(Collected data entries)
============================================================

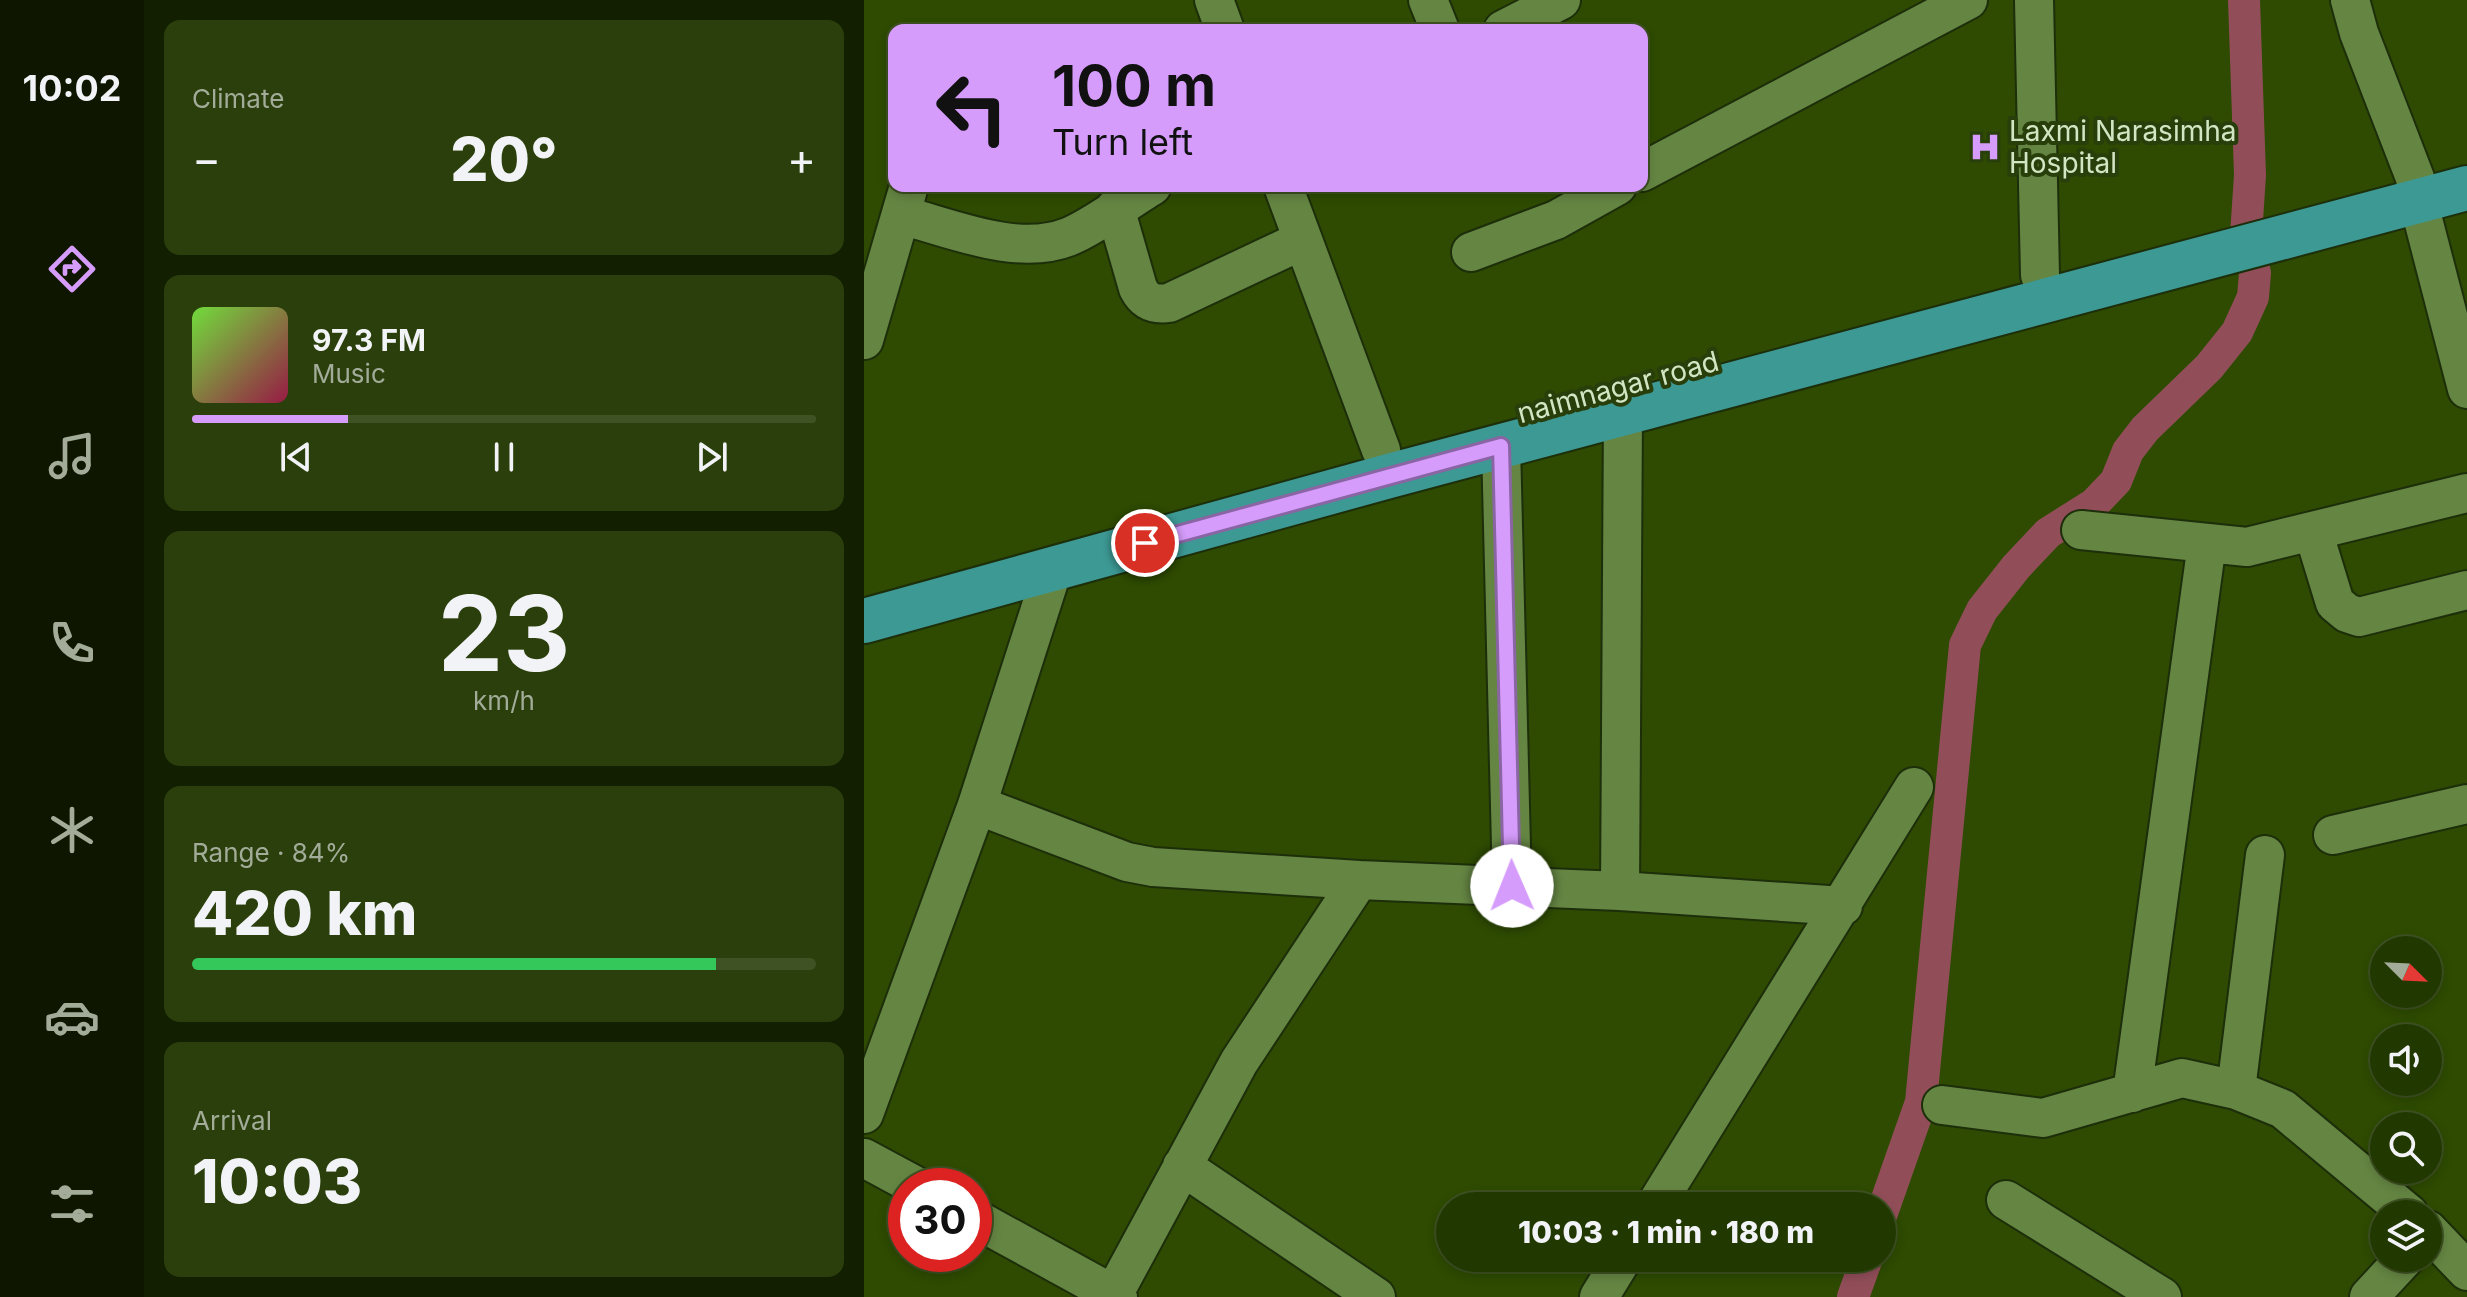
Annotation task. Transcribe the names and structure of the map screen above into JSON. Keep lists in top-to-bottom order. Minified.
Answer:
{"streets":{"highway":["naimnagar road"]},"places":{"hospital":["Laxmi Narasimha Hospital"]},"north":"bottom right","page":{"tabs":"10:02","tile":["Climate",["23","km/h"],["Range · 84%","420 km"],["Arrival","10:03"]],"turn":["100 m","Turn left"],"heat":["−","20°","+"],"song":["97.3 FM","Music"],"limit":"30","trip":"10:03 · 1 min · 180 m"}}
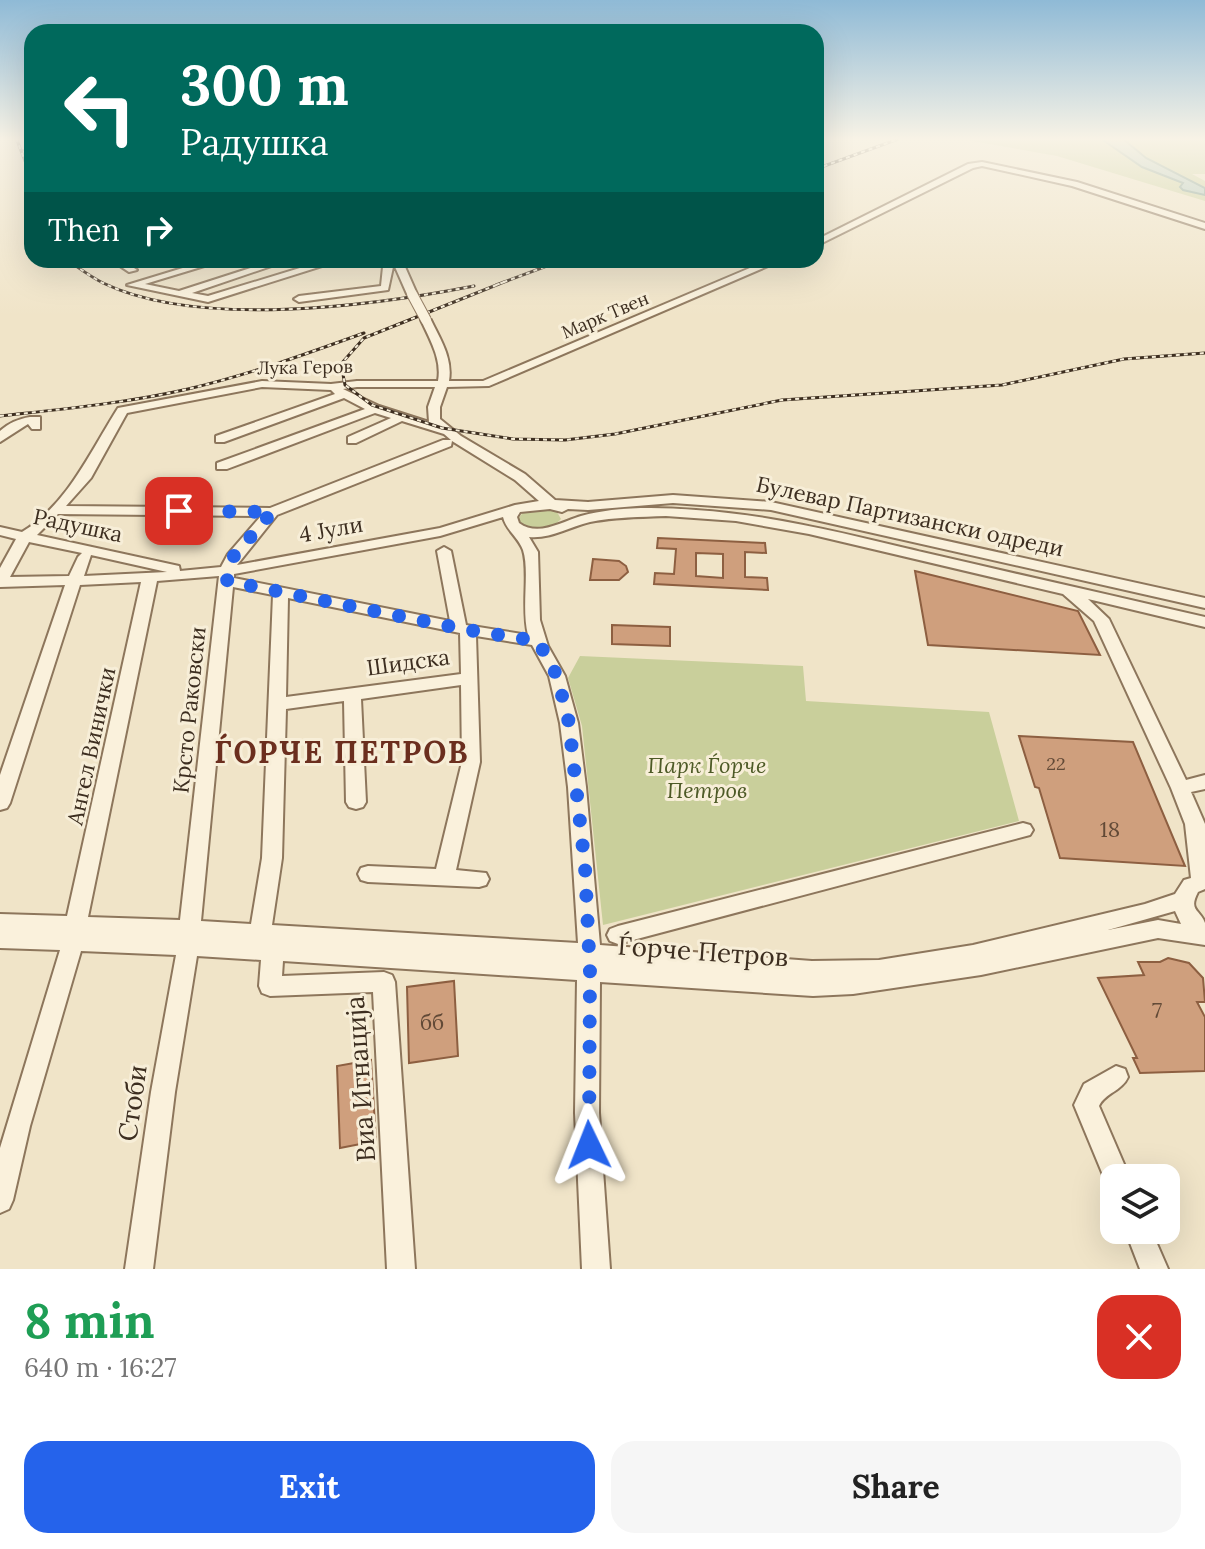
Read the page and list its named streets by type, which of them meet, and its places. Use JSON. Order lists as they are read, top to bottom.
{
  "streets": {
    "street": [
      "Марк Твен",
      "Лука Геров",
      "Булевар Партизански одреди",
      "Радушка",
      "4 Јули",
      "Шидска",
      "Крсто Раковски",
      "Ангел Винички",
      "Ѓорче Петров",
      "Виа Игнација",
      "Стоби"
    ]
  },
  "crossings": [
    ["Марк Твен", "Лука Геров"],
    ["Булевар Партизански одреди", "4 Јули"],
    ["Радушка", "4 Јули"],
    ["4 Јули", "Крсто Раковски"],
    ["4 Јули", "Ангел Винички"],
    ["Крсто Раковски", "Ѓорче Петров"],
    ["Крсто Раковски", "Стоби"],
    ["Ангел Винички", "Ѓорче Петров"],
    ["Ѓорче Петров", "Виа Игнација"],
    ["Ѓорче Петров", "Стоби"]
  ],
  "districts": ["ЃОРЧЕ ПЕТРОВ"],
  "parks": ["Парк Ѓорче Петров"],
  "house_numbers": [
    "22",
    "18",
    "7",
    "бб"
  ],
  "page": {
    "turn": ["300 m", "Радушка"],
    "then": "Then",
    "heading": ["8 min", "640 m · 16:27"],
    "buttons": ["Exit", "Share"]
  }
}
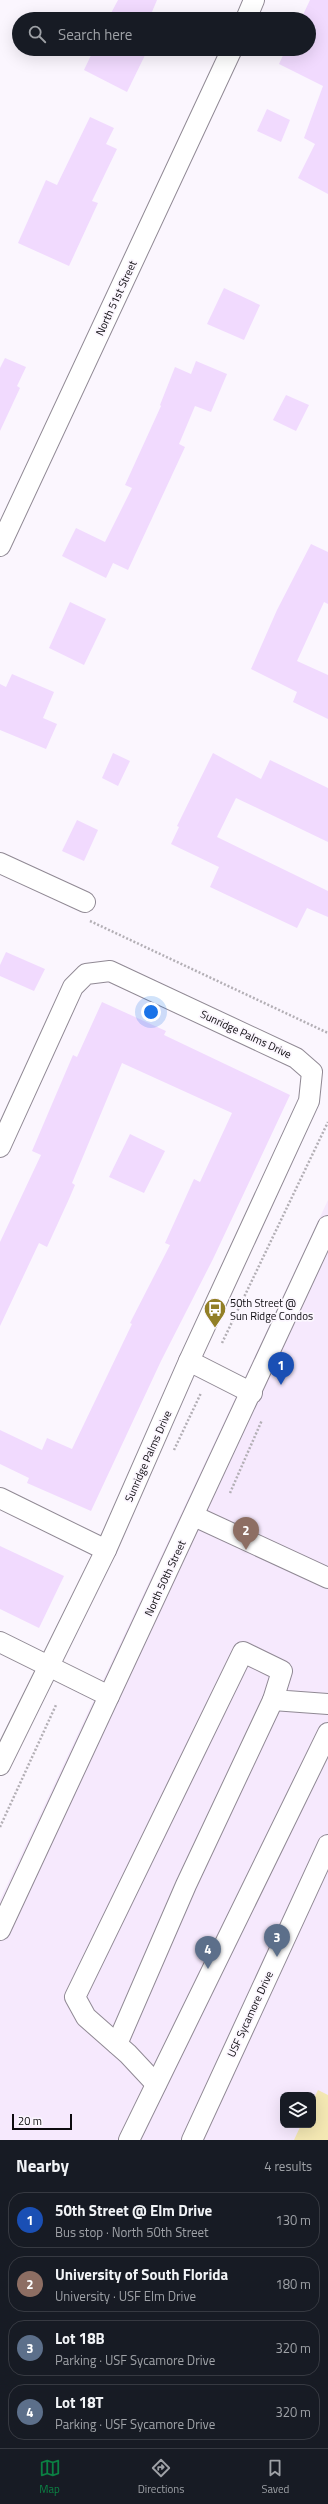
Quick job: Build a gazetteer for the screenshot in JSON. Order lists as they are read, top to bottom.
{
  "streets": {
    "street": [
      "North 51st Street",
      "Sunridge Palms Drive",
      "North 50th Street",
      "USF Sycamore Drive"
    ]
  },
  "places": {
    "bus stop": ["50th Street @ Sun Ridge Condos"]
  },
  "scale_bar": "20 m",
  "page": {
    "search": "Search here",
    "pins": [
      "1",
      "2",
      "3",
      "4"
    ],
    "scale": "20 m",
    "heading": ["Nearby", "4 results"],
    "list": [
      {
        "mark": "1",
        "name": "50th Street @ Elm Drive",
        "note": "Bus stop · North 50th Street",
        "value": "130 m"
      },
      {
        "mark": "2",
        "name": "University of South Florida",
        "note": "University · USF Elm Drive",
        "value": "180 m"
      },
      {
        "mark": "3",
        "name": "Lot 18B",
        "note": "Parking · USF Sycamore Drive",
        "value": "320 m"
      },
      {
        "mark": "4",
        "name": "Lot 18T",
        "note": "Parking · USF Sycamore Drive",
        "value": "320 m"
      }
    ],
    "nav": ["Map", "Directions", "Saved"]
  }
}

============================================================

Problem description:
Write the records out in full, word for word; leave every picture behind.

Task answer:
Annotation task. Transcribe the names and structure of the map screen above into JSON. Keep lists in top-to-bottom order. Minified.
Answer:
{"streets":{"highway":["naimnagar road"]},"places":{"hospital":["Laxmi Narasimha Hospital"]},"north":"bottom right","page":{"tabs":"10:02","tile":["Climate",["23","km/h"],["Range · 84%","420 km"],["Arrival","10:03"]],"turn":["100 m","Turn left"],"heat":["−","20°","+"],"song":["97.3 FM","Music"],"limit":"30","trip":"10:03 · 1 min · 180 m"}}
Read the page and list its named streets by type, which of them meet, and its places. Use JSON. Order lists as they are read, top to bottom.
{
  "streets": {
    "street": [
      "Марк Твен",
      "Лука Геров",
      "Булевар Партизански одреди",
      "Радушка",
      "4 Јули",
      "Шидска",
      "Крсто Раковски",
      "Ангел Винички",
      "Ѓорче Петров",
      "Виа Игнација",
      "Стоби"
    ]
  },
  "crossings": [
    ["Марк Твен", "Лука Геров"],
    ["Булевар Партизански одреди", "4 Јули"],
    ["Радушка", "4 Јули"],
    ["4 Јули", "Крсто Раковски"],
    ["4 Јули", "Ангел Винички"],
    ["Крсто Раковски", "Ѓорче Петров"],
    ["Крсто Раковски", "Стоби"],
    ["Ангел Винички", "Ѓорче Петров"],
    ["Ѓорче Петров", "Виа Игнација"],
    ["Ѓорче Петров", "Стоби"]
  ],
  "districts": ["ЃОРЧЕ ПЕТРОВ"],
  "parks": ["Парк Ѓорче Петров"],
  "house_numbers": [
    "22",
    "18",
    "7",
    "бб"
  ],
  "page": {
    "turn": ["300 m", "Радушка"],
    "then": "Then",
    "heading": ["8 min", "640 m · 16:27"],
    "buttons": ["Exit", "Share"]
  }
}
Quick job: Build a gazetteer for the screenshot in JSON. Order lists as they are read, top to bottom.
{
  "streets": {
    "street": [
      "North 51st Street",
      "Sunridge Palms Drive",
      "North 50th Street",
      "USF Sycamore Drive"
    ]
  },
  "places": {
    "bus stop": ["50th Street @ Sun Ridge Condos"]
  },
  "scale_bar": "20 m",
  "page": {
    "search": "Search here",
    "pins": [
      "1",
      "2",
      "3",
      "4"
    ],
    "scale": "20 m",
    "heading": ["Nearby", "4 results"],
    "list": [
      {
        "mark": "1",
        "name": "50th Street @ Elm Drive",
        "note": "Bus stop · North 50th Street",
        "value": "130 m"
      },
      {
        "mark": "2",
        "name": "University of South Florida",
        "note": "University · USF Elm Drive",
        "value": "180 m"
      },
      {
        "mark": "3",
        "name": "Lot 18B",
        "note": "Parking · USF Sycamore Drive",
        "value": "320 m"
      },
      {
        "mark": "4",
        "name": "Lot 18T",
        "note": "Parking · USF Sycamore Drive",
        "value": "320 m"
      }
    ],
    "nav": ["Map", "Directions", "Saved"]
  }
}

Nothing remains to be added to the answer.